Memory Budget

Beava runs entirely in memory. There is no SSD overflow, no tiered storage, no page-out-to-cold-cache. Users size their box; if state exceeds RAM, beava refuses new entities. The budget for v0 is ~7 KB per entity for a rich 30-feature pack — verified post-Phase 12.9 — which gives ~700 GB for 100 M entities, fitting on a 1 TB NVMe box with headroom.

This page walks the per-entity memory math, the verified Phase 12.9 numbers, what can blow the budget, and the three V0-MEM-GOV invariants that keep it honest.

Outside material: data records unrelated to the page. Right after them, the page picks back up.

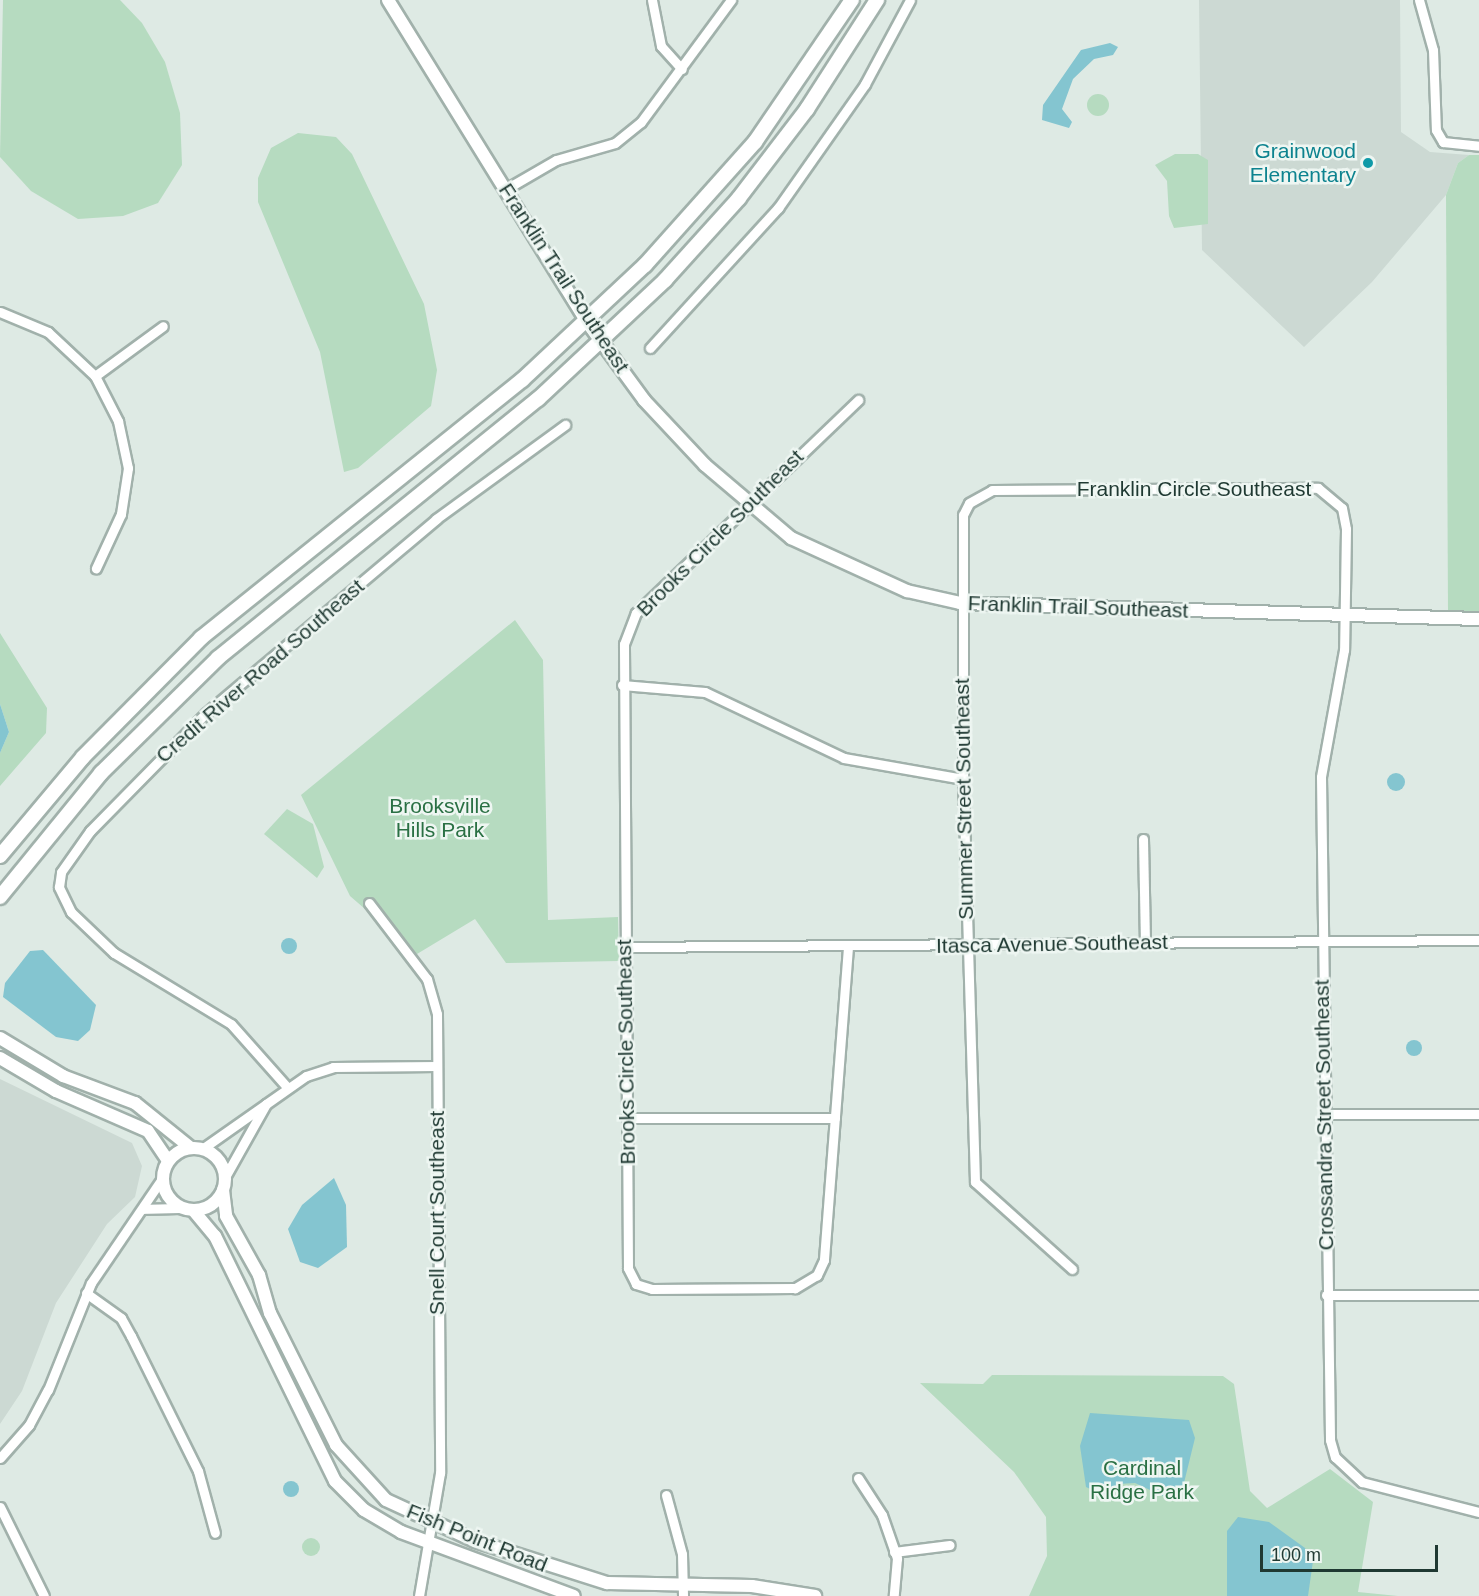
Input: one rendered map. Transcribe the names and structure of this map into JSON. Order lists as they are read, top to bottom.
{
  "streets": {
    "street": [
      "Franklin Trail Southeast",
      "Franklin Circle Southeast",
      "Brooks Circle Southeast",
      "Credit River Road Southeast",
      "Summer Street Southeast",
      "Itasca Avenue Southeast",
      "Crossandra Street Southeast",
      "Snell Court Southeast",
      "Fish Point Road"
    ]
  },
  "crossings": [
    ["Franklin Trail Southeast", "Franklin Circle Southeast"],
    ["Franklin Trail Southeast", "Brooks Circle Southeast"],
    ["Franklin Trail Southeast", "Summer Street Southeast"],
    ["Franklin Trail Southeast", "Crossandra Street Southeast"],
    ["Franklin Circle Southeast", "Summer Street Southeast"],
    ["Franklin Circle Southeast", "Crossandra Street Southeast"],
    ["Brooks Circle Southeast", "Itasca Avenue Southeast"],
    ["Summer Street Southeast", "Itasca Avenue Southeast"],
    ["Itasca Avenue Southeast", "Crossandra Street Southeast"],
    ["Snell Court Southeast", "Fish Point Road"]
  ],
  "parks": ["Brooksville Hills Park", "Cardinal Ridge Park"],
  "places": ["Grainwood Elementary"],
  "scale_bar": "100 m"
}
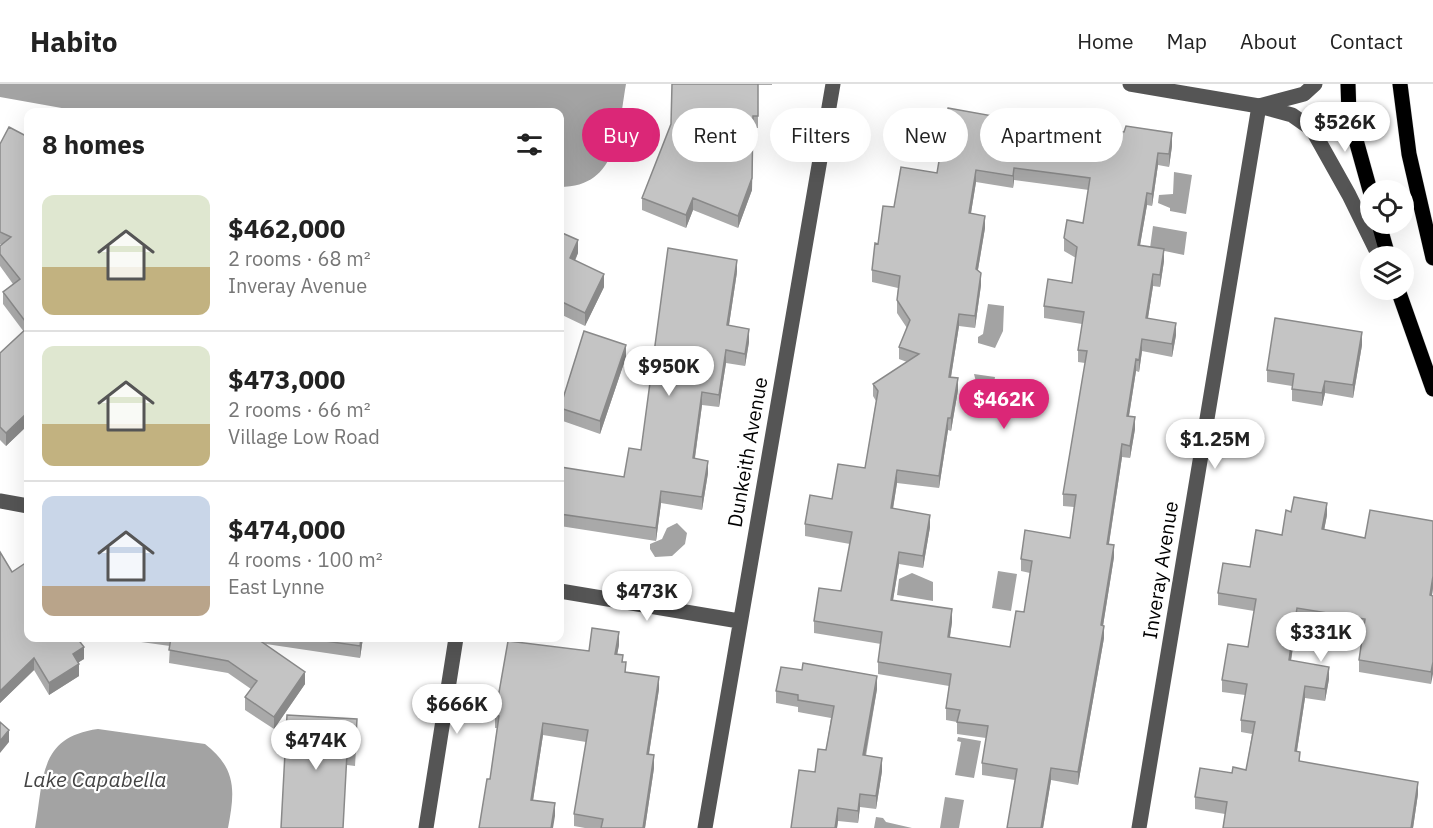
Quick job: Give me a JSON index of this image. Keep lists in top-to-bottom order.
{
  "streets": {
    "street": ["Dunkeith Avenue", "Inveray Avenue"]
  },
  "water": ["Lake Capabella"],
  "page": {
    "header": "Habito",
    "nav": [
      "Home",
      "Map",
      "About",
      "Contact"
    ],
    "price": [
      "$526K",
      "$950K",
      "$462K",
      "$1.25M",
      "$473K",
      "$331K",
      "$666K",
      "$474K"
    ],
    "chip": [
      "Buy",
      "Rent",
      "Filters",
      "New",
      "Apartment"
    ],
    "heading": "8 homes",
    "list": [
      {
        "name": "$462,000",
        "note": "2 rooms · 68 m² · Inveray Avenue"
      },
      {
        "name": "$473,000",
        "note": "2 rooms · 66 m² · Village Low Road"
      },
      {
        "name": "$474,000",
        "note": "4 rooms · 100 m² · East Lynne"
      }
    ]
  }
}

Verified Phase 12.9 numbers (cite explicitly)

Phase 12.9 (closed 2026-05-03 PASS) boxed 7 fat AggOp variants (SeasonalDeviation, HourOfDayHistogram, EventTypeMix, GeoVelocity, GeoSpread, GeoDistance, DistanceFromHome) so they store as Box<State> (8 B inline + heap state) instead of inline. The result:

Metric Pre-12.9 Post-12.9 Delta
size_of::<AggOp>() 600 B 80 B -87% (7.5×)
user_id entity inline cost (78 features) 46.8 KB 6.2 KB -86%
card_fp entity inline cost (8 features) 4.8 KB 640 B -87%
device_id entity inline cost (9 features) 5.4 KB 720 B -87%
ip_address entity inline cost (12 features) 7.2 KB 960 B -87%
merchant_id entity inline cost (4 features) 2.4 KB 320 B -87%

Per the Phase 12.9 SUMMARY, fraud-team weighted-average per-entity dropped from ~22 KB → ~6 KB post-boxing — clearing the 7 KB budget with headroom.

CI tripwire: aggop_size_within_cap

The 80-byte cap is enforced by a permanent CI test:

// crates/beava-core/tests/per_entity_size_dump.rs
const AGGOP_SIZE_CAP_BYTES: usize = 80;

#[test]
fn aggop_size_within_cap() {
    let actual = size_of::<AggOp>();
    assert!(actual <= AGGOP_SIZE_CAP_BYTES, ...);
}

Future operator additions that exceed the cap force a deliberate review decision: either Box the new variant (preferred — preserves the cap) or explicitly raise AGGOP_SIZE_CAP_BYTES with a documented rationale. 80 B accommodates TrendResidualState (72 B; the largest unboxed variant post-12.9) plus discriminant + alignment headroom.

This is not an aspirational target — it's a CI gate. PRs that add a new fat variant inline get caught before merge.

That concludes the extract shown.